Les participants du groupe de travail du Cigref ont formulé un questionnement global permettant de résumer l’ensemble des éléments à vérifier dans l’implémentation d’un projet Zero Trust : « qui accède à quoi, pour quoi, comment, et d’où ? ». Le « qui » représente les utilisateurs et services, le « quoi », les applications, qu’elles soient dans le cloud ou non, le « pour quoi » concerne les raisons de l’accès, basées sur des règles spécifiées, le « comment » se réfère au réseau utilisé, soit le réseau d’entreprise, soit, de plus en plus, le réseau Internet, et enfin le « d’où » renvoie à l’équipement terminal de l’utilisateur et à sa localisation, tout cela devant être conforme au RGPD et aux autres réglementations en vigueur.
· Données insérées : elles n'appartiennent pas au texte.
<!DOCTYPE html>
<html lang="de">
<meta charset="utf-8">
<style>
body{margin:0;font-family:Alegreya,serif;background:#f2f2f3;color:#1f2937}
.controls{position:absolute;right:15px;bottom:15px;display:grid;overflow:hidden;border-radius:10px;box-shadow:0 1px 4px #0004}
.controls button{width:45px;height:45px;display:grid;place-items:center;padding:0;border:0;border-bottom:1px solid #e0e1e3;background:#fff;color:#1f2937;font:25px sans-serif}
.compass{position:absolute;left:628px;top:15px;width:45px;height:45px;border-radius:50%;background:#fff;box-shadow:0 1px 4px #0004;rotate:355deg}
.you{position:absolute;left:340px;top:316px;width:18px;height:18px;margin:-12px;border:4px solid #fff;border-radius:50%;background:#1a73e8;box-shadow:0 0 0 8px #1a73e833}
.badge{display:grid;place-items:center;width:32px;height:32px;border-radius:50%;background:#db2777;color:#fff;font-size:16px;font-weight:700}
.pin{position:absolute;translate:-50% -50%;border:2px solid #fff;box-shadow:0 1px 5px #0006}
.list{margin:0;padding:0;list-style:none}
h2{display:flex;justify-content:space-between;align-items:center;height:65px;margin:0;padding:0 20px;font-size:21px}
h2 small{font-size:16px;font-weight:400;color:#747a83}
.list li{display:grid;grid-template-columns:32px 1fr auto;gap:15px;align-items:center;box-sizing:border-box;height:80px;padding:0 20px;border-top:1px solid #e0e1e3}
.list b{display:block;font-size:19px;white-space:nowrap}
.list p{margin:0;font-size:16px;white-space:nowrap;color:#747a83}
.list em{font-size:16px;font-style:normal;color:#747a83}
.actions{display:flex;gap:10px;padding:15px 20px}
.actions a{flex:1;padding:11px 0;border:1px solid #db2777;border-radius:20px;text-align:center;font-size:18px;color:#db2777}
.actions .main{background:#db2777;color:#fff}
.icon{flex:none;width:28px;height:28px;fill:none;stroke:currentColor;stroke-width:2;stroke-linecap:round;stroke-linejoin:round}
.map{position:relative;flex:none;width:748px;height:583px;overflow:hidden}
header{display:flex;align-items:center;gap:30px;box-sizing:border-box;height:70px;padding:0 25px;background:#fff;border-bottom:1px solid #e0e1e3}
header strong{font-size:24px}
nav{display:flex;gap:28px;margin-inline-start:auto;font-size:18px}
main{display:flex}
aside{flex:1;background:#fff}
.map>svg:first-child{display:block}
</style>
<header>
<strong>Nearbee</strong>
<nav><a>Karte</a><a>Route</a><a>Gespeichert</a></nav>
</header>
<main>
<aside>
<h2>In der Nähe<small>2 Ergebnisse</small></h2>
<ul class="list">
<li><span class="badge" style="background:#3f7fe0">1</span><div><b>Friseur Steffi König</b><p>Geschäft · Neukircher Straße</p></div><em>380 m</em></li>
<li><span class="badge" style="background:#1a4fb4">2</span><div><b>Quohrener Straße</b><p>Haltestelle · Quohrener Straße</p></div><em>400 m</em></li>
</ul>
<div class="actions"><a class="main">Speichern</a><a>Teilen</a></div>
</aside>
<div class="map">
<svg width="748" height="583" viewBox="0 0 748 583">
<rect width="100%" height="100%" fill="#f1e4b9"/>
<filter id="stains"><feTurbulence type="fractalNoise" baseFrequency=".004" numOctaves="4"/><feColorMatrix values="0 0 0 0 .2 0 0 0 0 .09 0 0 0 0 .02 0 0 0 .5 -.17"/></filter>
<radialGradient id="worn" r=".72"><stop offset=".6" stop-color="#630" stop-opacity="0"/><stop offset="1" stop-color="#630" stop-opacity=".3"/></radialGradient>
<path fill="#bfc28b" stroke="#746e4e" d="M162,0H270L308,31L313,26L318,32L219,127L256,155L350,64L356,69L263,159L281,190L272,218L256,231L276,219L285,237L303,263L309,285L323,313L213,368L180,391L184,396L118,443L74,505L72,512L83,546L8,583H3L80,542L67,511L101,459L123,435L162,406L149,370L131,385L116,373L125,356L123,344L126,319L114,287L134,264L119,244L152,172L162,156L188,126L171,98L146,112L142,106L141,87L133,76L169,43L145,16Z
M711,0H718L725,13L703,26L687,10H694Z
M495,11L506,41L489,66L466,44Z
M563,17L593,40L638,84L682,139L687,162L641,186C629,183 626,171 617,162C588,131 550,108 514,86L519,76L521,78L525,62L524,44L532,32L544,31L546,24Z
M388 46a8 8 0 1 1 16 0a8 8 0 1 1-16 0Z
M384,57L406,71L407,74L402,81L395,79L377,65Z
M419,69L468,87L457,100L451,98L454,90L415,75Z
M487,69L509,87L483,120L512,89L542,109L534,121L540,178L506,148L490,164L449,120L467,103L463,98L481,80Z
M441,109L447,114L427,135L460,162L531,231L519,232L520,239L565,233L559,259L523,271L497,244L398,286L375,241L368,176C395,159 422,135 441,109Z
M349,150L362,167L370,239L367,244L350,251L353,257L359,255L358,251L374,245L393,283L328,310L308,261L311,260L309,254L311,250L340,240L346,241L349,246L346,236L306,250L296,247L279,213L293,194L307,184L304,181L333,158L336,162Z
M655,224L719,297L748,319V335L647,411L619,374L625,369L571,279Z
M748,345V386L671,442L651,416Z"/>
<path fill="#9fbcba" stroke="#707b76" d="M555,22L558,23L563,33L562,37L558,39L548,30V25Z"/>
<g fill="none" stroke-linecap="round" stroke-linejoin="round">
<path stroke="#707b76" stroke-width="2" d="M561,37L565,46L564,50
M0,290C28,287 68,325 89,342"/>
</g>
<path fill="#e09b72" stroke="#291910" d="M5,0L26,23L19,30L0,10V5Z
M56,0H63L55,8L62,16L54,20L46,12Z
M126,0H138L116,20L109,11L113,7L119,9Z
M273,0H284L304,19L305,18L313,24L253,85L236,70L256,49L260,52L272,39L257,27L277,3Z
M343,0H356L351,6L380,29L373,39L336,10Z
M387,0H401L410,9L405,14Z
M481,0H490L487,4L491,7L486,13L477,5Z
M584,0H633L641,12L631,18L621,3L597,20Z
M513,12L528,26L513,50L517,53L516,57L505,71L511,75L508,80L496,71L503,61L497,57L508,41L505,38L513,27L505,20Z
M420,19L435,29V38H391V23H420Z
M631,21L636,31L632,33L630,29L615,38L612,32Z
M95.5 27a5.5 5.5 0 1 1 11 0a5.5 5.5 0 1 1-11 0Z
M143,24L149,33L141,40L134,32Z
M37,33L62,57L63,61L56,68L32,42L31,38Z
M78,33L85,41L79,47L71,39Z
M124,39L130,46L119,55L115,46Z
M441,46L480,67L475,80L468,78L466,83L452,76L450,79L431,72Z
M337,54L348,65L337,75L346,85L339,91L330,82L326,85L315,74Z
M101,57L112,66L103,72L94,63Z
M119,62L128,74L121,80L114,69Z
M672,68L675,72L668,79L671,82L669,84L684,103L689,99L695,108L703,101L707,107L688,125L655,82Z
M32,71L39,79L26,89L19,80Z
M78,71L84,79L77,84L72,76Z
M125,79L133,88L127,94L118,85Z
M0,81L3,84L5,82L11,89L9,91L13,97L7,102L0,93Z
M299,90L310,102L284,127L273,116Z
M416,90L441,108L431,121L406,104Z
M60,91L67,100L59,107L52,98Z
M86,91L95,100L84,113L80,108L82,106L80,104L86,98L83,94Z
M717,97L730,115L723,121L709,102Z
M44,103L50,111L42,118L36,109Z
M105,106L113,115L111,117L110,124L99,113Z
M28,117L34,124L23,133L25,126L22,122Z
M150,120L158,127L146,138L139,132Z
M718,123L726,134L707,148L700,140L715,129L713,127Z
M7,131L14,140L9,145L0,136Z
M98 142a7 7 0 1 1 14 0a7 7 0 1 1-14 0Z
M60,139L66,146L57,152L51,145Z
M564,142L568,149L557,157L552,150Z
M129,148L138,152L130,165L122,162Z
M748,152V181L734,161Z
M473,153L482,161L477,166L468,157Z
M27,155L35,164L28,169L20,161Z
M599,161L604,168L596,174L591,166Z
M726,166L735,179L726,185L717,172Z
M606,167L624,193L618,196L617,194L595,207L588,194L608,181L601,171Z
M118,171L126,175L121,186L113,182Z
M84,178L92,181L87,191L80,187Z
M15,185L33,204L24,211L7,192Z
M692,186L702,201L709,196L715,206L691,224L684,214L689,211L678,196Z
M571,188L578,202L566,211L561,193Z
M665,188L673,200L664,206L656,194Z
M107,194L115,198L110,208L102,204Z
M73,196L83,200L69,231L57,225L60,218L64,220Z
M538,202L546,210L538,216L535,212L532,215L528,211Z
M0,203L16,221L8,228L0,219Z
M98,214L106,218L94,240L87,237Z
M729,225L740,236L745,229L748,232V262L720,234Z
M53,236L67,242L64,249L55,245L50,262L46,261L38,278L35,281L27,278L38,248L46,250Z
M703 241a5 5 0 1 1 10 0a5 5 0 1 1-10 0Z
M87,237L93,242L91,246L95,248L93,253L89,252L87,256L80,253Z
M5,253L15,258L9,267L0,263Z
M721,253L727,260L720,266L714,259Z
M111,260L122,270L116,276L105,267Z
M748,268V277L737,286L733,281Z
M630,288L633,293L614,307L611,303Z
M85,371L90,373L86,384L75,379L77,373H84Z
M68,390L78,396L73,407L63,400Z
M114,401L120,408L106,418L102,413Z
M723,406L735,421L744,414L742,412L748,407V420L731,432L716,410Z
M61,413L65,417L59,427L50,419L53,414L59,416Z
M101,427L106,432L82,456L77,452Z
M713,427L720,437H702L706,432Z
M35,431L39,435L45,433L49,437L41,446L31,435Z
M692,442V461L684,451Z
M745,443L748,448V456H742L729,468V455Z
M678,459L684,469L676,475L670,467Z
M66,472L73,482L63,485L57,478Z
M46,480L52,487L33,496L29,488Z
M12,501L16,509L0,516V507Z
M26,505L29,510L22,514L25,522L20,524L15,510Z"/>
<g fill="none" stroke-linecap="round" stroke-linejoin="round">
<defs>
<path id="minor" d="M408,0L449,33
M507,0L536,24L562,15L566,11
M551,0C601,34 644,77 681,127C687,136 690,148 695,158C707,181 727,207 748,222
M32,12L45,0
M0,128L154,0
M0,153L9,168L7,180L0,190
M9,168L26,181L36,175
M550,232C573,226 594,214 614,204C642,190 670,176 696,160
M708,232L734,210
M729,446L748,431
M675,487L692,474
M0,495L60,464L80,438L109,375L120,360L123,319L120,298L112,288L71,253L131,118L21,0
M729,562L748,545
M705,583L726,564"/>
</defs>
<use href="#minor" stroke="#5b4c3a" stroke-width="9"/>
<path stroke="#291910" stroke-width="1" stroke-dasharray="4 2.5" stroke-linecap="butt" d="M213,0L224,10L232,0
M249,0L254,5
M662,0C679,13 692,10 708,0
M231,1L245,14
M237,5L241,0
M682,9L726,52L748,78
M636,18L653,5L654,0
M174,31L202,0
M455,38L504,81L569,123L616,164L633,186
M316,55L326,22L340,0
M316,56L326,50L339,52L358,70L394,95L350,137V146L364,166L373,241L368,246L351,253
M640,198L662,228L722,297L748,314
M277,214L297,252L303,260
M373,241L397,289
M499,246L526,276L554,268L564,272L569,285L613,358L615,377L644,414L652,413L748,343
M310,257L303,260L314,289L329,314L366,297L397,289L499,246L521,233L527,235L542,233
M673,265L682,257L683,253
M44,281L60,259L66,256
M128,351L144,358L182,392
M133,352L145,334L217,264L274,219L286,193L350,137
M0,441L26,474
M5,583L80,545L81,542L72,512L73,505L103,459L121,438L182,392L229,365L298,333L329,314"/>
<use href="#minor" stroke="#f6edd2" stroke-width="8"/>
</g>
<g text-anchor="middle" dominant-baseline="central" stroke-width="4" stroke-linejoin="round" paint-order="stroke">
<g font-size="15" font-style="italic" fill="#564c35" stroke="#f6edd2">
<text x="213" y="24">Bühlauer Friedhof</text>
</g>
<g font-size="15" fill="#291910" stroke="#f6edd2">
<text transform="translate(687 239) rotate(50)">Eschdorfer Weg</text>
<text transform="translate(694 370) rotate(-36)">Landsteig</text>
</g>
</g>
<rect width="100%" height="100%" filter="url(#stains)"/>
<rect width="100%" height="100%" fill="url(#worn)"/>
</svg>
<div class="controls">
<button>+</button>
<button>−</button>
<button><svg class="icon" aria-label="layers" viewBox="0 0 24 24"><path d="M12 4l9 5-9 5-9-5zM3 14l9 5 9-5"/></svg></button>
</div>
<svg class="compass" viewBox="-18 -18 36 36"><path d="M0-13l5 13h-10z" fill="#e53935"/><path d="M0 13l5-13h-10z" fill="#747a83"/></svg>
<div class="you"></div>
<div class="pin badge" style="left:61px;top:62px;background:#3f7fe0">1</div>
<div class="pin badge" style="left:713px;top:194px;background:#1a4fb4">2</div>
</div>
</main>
Le groupe de travail a ainsi permis de comprendre que le sujet est structurel, complexe, transverse, et inscrit dans le temps long. Dès aujourd’hui, dans chacun des projets en réflexion, les organisations peuvent commencer à intégrer les principes du Zero Trust, que ce soit autour du poste de travail, de la sensibilisation des utilisateurs, du référentiel d’identité, des techniques d’accès et du réseau. Elles doivent également s’interroger sur leur capacité à utiliser le réseau Internet comme réseau d’entreprise majoritaire et sur les impacts pour leur infrastructure et modèle de sécurité.

Le Zero Trust : un complément aux bonnes pratiques en matière de sécurité

Le modèle de Zero Trust doit venir s’ajouter aux bonnes pratiques de sécurité à mettre en place par toutes les organisations. Dans un avis dédié sur le sujet, l’ANSSI recommande une certaine vigilance dans le déploiement des solutions pour éviter des erreurs d’installation ou de configuration. Avec cette approche, les vulnérabilités intrinsèques des applications sont en effet encore problématiques. Les organisations ont donc besoin de s’appuyer sur des applications sécurisées par conception et par exploitation.

Pour préparer l’avenir, il s’agit de poser dès maintenant les bases des exigences pour les futurs réseaux notamment 5G, les modes de gestion de l’identité et de l’accès, en particulier en anticipant les approches sans mot de passe, et les autres ruptures organisationnelles et technologiques envisageables dans la continuité de cette philosophie.